The loans being disbursed under the relief packages have heightened the risk of making the volume of classified loans even bigger. It is, thus, important for banks to move with extreme caution.

Some leading bankers the other day at a discussion, organised by the Bangladesh Institute of Bank Management (BIBM), made some valuable observations that could help banks tide over the future crisis.

The bankers expressed their fear that the volume of non-performing loans (NPLs) after the pandemic would rise further as wilful defaulters would take advantage of the situation and withhold their repayments to banks. Some of them even feared the start of yet another 'hari loot' (plunder) taking advantage of the stimulus packages.

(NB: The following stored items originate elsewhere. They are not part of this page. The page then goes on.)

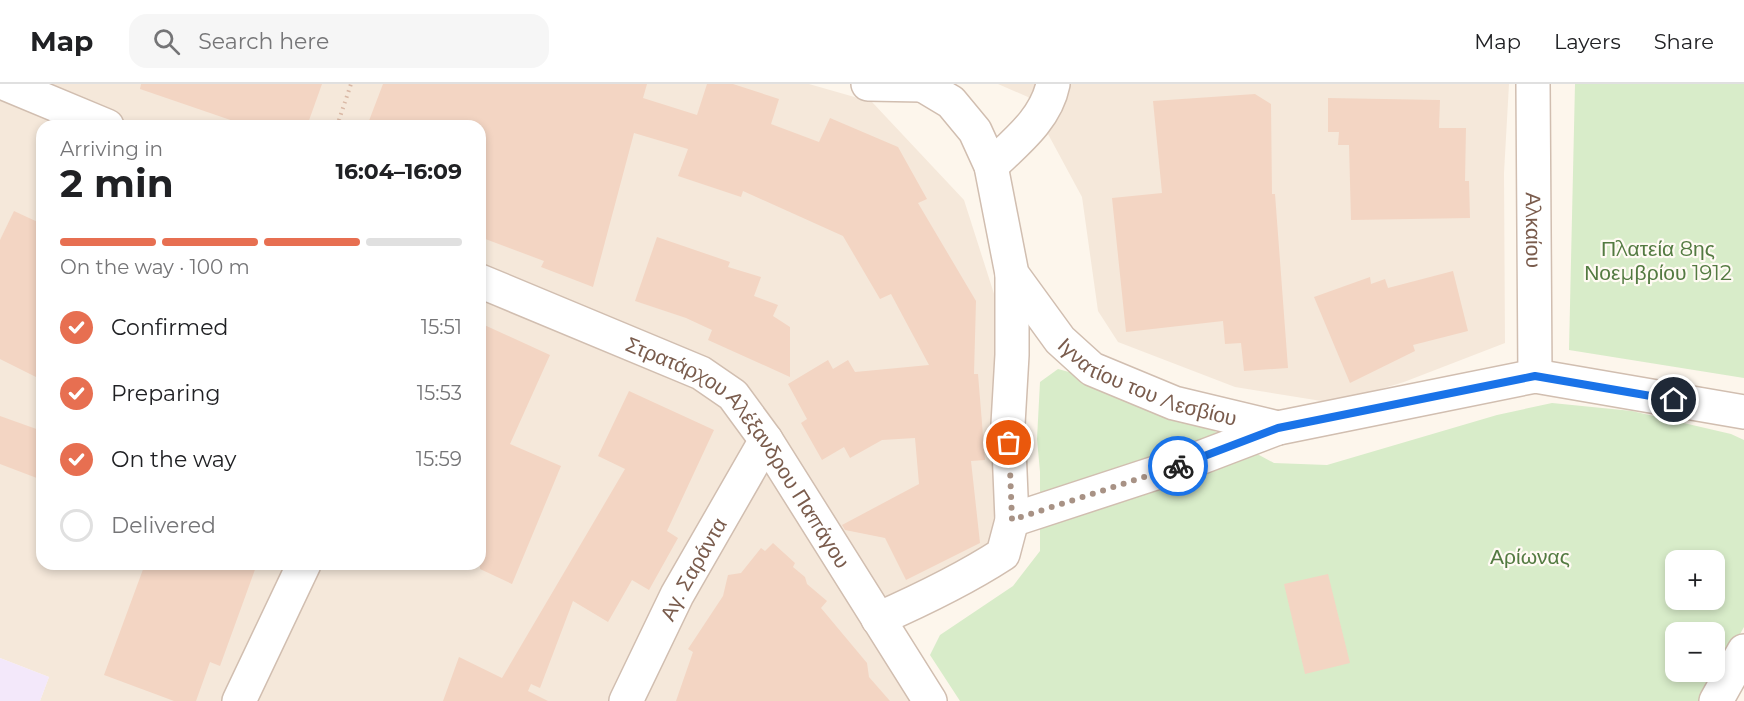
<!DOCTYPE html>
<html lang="en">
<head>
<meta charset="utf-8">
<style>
	body { margin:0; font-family:Montserrat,sans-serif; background:#f6f6f6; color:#202124; height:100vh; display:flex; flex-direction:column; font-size:22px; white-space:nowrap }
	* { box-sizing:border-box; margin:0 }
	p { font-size:20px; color:#757577 }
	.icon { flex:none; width:33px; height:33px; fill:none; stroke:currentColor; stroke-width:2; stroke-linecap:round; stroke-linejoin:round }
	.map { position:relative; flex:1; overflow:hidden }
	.panel { position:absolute; left:36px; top:36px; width:450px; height:450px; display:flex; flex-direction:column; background:#fff; border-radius:18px; box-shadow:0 3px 9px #0003 }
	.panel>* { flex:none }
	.controls { position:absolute; left:1665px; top:466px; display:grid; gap:12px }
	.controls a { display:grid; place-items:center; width:60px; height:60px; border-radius:12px; background:#fff; box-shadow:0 3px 9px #0003; font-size:30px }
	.pin { position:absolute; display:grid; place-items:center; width:51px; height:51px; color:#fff; margin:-26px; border:3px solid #fff; border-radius:50%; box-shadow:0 2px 6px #0007 }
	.courier { position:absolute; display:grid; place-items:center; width:60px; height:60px; margin:-30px; border:4px solid #1a73e8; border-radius:50%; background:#fff; color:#222; box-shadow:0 2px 8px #0007 }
	.head em { font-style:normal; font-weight:700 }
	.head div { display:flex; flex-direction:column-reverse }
	.head { display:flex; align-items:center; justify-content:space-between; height:102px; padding:0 24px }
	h1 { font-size:39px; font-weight:700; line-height:45px }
	.bar { display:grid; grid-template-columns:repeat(4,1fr); gap:9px 6px; align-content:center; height:72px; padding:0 24px }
	.bar i { height:8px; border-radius:4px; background:#e0e0e0 }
	.bar .current { background:#e76f51 }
	.bar p { grid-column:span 4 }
	ol { padding:0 24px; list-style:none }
	li { display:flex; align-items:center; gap:18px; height:66px }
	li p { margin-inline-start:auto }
	li .icon { padding:6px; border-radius:50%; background:#e76f51; color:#fff; stroke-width:4 }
	li:last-child { color:#757577 }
	li i { width:33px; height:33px; border:3px solid #e0e0e0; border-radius:50% }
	header { display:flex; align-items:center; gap:36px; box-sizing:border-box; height:84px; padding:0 30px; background:#fff; border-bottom:2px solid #e0e0e0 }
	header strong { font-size:28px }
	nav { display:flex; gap:33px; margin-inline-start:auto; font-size:21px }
	.search { width:420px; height:54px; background:#f6f6f6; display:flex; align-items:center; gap:15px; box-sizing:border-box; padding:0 21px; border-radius:18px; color:#757577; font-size:22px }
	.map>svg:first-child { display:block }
</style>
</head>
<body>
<header>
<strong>Map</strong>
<div class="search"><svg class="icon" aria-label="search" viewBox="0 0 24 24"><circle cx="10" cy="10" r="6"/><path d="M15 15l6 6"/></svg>Search here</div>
<nav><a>Map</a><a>Layers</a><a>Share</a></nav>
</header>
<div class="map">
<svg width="1744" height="617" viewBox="0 0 1744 617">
	<rect width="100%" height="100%" fill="#fdf6ec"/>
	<g fill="#f5e8da" fill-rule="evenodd">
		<path d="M0,0h809l63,18 92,98 39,122 -4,220 -139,74 51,85h-871l9,-24 -49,-19zM42,42h438v438h-438z"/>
		<path d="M998,0h511l-5,89 1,170 -101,39 -70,21 -99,-16 -117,-45 -20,-31 -16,-114 -54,-100z"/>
	</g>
	<path fill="#f3e8fa" d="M0,574l49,19 -9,24h-40z"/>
	<g fill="#d8ecc9" fill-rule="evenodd">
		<path d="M1575,0h169v294l-175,-28z"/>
		<path d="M1058,285l33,9 116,49 67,36 53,2 170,-50 55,-12 80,8 99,23 13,6v187l-41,74h-743l-30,-46 10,-20 73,-49 27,-35v-79l-3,-33 3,-57zM1676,477h38v39h-38zM1676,549h38v39h-38z"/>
	</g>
	<g fill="#f3d5c3">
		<path d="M141,0h181l-15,42h-59l-108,-37z"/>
		<path d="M383,0h264l-4,14 54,17 10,-31h26l46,15 -8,25 48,18 11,-24 68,29 29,52 -9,4 58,98 -2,73h4l7,86 -14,1 9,82 -74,37 -21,-42 -40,-8 -3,-5 77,-41 -4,-46 -33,2 -32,18 -6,-11 -22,13 -21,-37 6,-4 -19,-35 40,-24 5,9 15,-9 7,12 74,-7 -38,-71 -11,5 -37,-63 -100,-45 -2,6 -63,-21 10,-27 -54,-16 -41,154 -52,-20 3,-6 -64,-24v-111h-113z"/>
		<path d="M1255,10l16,10 1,90h3l13,174 -44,3 -3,-28 -16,1 -2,-23 -97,11 -14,-134 50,-5 -9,-92z"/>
		<path d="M1328,14l112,2 -1,28h27l-1,53h4l1,37 -119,2 -2,-75h-11l1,-13h-11z"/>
		<path d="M14,127l28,13v156l-42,-21v-119z"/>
		<path d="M657,153l73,25 -2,5 33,10 -7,19 24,9 -5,11 17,11v50l-82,-37 4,-10 -26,-12 -51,-17z"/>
		<path d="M1453,187l15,60 -55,14 2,6 -65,32 -36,-86 56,-20 1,7 14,-5 3,9z"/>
		<path d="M480,239l70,32 -40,89 51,22 -49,118 -32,-15z"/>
		<path d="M629,307l85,39 -47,101 11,7 -29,52 -17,-10 -24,42 -35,-21 -33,87 -9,-4 -3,7 20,10h-105l16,-44 43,21 123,-209 -27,-13z"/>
		<path d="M0,332l42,15v49l-42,-16z"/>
		<path d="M773,459l22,20 -2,4 12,10 2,7 20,17 -6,7 46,55 2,14 21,24h-214l17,-49 -5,-3 35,-53 5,-21 13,-2 20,-25 4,3z"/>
		<path d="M145,480h112l-37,102 -10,-4 -14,39h-22l-70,-26z"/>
		<path d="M1328,490l22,89 -45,11 -21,-90z"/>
	</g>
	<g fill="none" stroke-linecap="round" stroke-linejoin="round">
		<defs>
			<g id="minor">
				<path d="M6,0l101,42"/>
				<path d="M868,0l54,1"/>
				<path id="s1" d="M921,0l30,18 24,29 16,35 21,108 48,66 32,29 82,34 104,25 257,-52 209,36"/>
				<path id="s2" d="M1533,0l2,292"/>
				<path d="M991,82c25,-24 55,-47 62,-82"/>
				<path id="s3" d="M480,197l221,92 32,22 33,45 164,261"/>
				<path d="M1012,436l177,-58 89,-34"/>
				<path d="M878,535c43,-19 85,-39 125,-65l9,-34 -4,-96 4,-69v-81"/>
				<path d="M239,617l65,-137"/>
				<path id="s4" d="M626,617l51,-106 89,-155"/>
				<path d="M1716,617l28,-50"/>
			</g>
		</defs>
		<use href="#minor" stroke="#d1beb0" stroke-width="36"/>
		<path stroke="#d9b8a5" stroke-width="4" stroke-dasharray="1.5 4.5" stroke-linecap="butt" d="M337,42l14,-42"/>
		<use href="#minor" stroke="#fff" stroke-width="33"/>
	</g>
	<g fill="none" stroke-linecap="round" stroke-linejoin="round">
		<path stroke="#a89285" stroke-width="6" stroke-dasharray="0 10.8" d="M1009,359l3,77 166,-54"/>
		<path stroke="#1a73e8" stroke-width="8" d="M1178,382l100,-38 257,-52 139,24"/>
	</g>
	<g text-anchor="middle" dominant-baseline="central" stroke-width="4.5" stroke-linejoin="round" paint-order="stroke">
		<g font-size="21" fill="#7a5c4d" stroke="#fffaf3">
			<text stroke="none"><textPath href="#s2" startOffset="146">Αλκαίου</textPath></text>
			<text stroke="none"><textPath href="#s1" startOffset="402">Ιγνατίου του Λεσβίου</textPath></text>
			<text stroke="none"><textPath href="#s3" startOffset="321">Στρατάρχου Αλέξανδρου Παπάγου</textPath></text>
			<text stroke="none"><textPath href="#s4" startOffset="148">Αγ. Σαράντα</textPath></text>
		</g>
		<g font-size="21" fill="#537a41" stroke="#fffaf3">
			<text x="1658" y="164">Πλατεία 8ης<tspan x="1658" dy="24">Νοεμβρίου 1912</tspan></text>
			<text x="1530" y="472">Αρίωνας</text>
		</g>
	</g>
</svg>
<div class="controls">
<a>+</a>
<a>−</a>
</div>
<div class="pin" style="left:1009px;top:359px;background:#ea580c"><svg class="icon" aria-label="bag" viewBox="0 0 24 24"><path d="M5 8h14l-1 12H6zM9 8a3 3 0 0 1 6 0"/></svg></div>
<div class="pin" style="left:1674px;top:316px;background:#1f2937"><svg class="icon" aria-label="home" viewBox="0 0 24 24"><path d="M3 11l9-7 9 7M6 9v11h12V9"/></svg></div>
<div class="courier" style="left:1178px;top:382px"><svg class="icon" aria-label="bike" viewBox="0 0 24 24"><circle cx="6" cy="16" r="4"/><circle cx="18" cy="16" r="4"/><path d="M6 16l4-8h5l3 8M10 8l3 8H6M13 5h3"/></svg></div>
<section class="panel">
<div class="head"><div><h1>2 min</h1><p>Arriving in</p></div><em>16:04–16:09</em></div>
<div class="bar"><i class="current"></i><i class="current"></i><i class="current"></i><i></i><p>On the way · 100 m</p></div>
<ol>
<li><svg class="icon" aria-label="check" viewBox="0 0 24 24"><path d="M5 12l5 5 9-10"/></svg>Confirmed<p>15:51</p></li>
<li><svg class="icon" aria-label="check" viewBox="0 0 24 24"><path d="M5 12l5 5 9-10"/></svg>Preparing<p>15:53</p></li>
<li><svg class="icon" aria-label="check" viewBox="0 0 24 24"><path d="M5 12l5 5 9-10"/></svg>On the way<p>15:59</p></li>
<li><i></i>Delivered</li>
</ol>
</section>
</div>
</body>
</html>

They felt that the banks must look at risks involved with lending under the changed circumstances and rewrite rules in this regard. But banks do not make rules, the central bank does and, at times, under the advice of the government. None of the two, it seems, is interested in reviewing rules now.

Yet banks can do their part differently; they can meticulously exhaust all the procedures involved with fresh lending. They may not be able to cover the old loans from the delinquent or wilful defaulters, but they can stop these borrowers from securing fresh ones under the relief packages.

If the banks decide to be risk-averse in this critical time, they might find it hard to cope with the challenges of, what many tend to describe as, the ' new normal'.

It is, however, important for the board of directors of banks to come out of the old ways of doing things and get actively engaged in the decision-making process without affecting usual and prescribed relations with banks' management teams.

Experts from Nepal and Bangladesh at a webinar held on last Friday felt that the board of directors of banks needed to exercise unique oversight responsibility, based on updated and regular information of the COVID pandemic. But they said, while doing so, the boards, for the time being, should shun high-profit targets. Survival needs to be the sole motto now, nothing else.